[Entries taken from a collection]
######

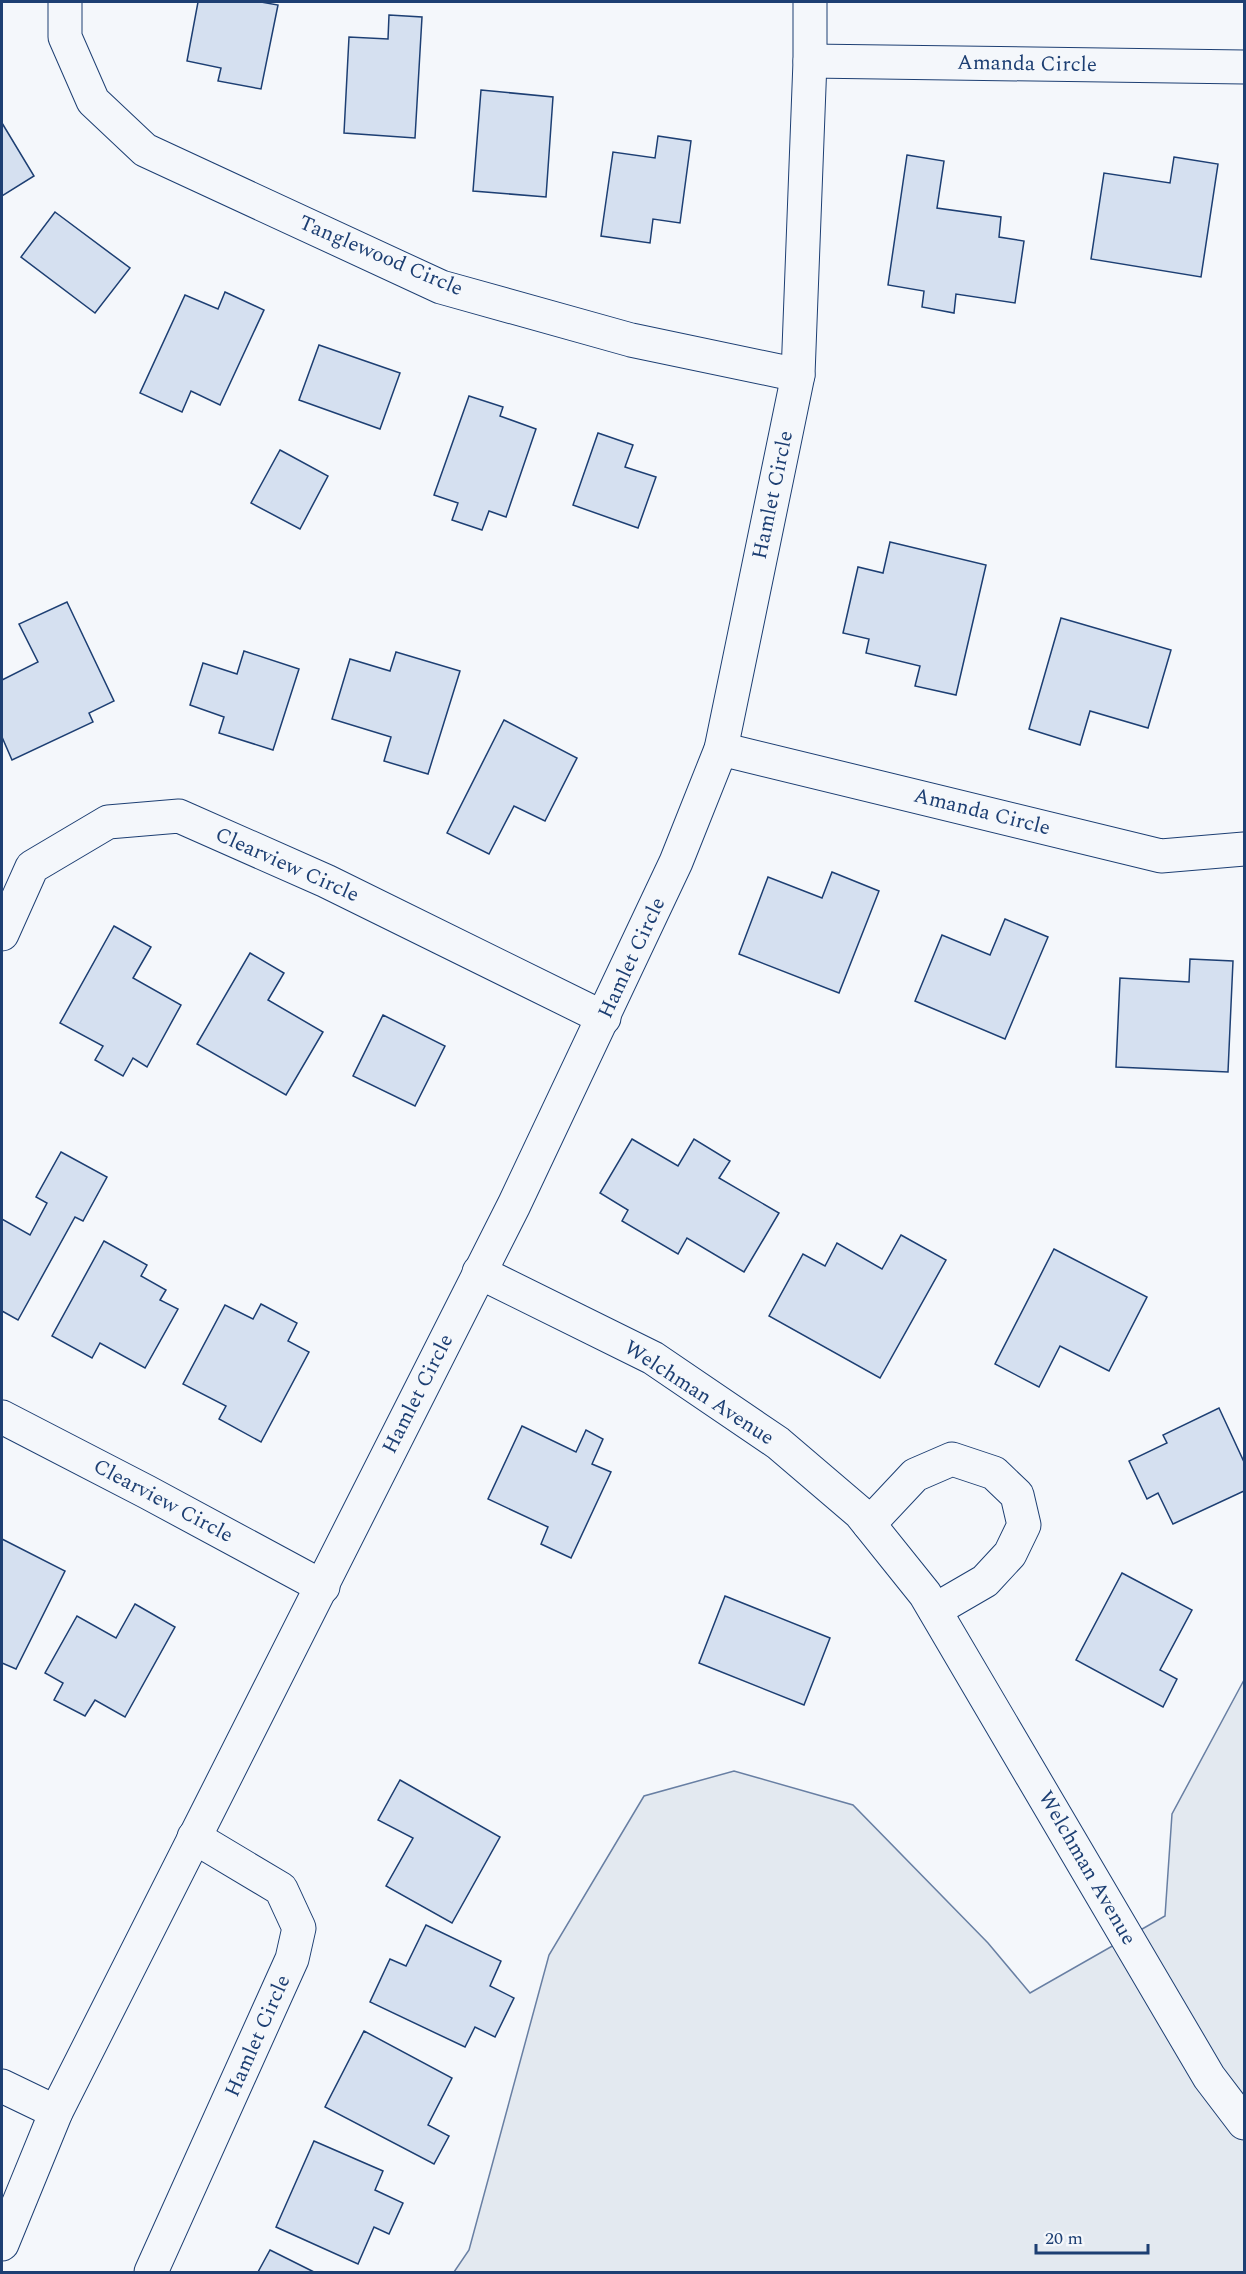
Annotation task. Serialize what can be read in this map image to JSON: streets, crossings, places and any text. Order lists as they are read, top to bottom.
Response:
{
  "streets": {
    "street": [
      "Amanda Circle",
      "Tanglewood Circle",
      "Hamlet Circle",
      "Clearview Circle",
      "Welchman Avenue"
    ]
  },
  "crossings": [
    ["Amanda Circle", "Hamlet Circle"],
    ["Tanglewood Circle", "Hamlet Circle"],
    ["Hamlet Circle", "Clearview Circle"],
    ["Hamlet Circle", "Welchman Avenue"]
  ],
  "scale_bar": "20 m"
}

######

→ **What you are asked to do**: Down to the last line, set down the data above exactly, and omit all images.

→ **Exercise result**:
Annotation task. Serialize what can be read in this map image to JSON: streets, crossings, places and any text. Order lists as they are read, top to bottom.
Response:
{
  "streets": {
    "street": [
      "Amanda Circle",
      "Tanglewood Circle",
      "Hamlet Circle",
      "Clearview Circle",
      "Welchman Avenue"
    ]
  },
  "crossings": [
    ["Amanda Circle", "Hamlet Circle"],
    ["Tanglewood Circle", "Hamlet Circle"],
    ["Hamlet Circle", "Clearview Circle"],
    ["Hamlet Circle", "Welchman Avenue"]
  ],
  "scale_bar": "20 m"
}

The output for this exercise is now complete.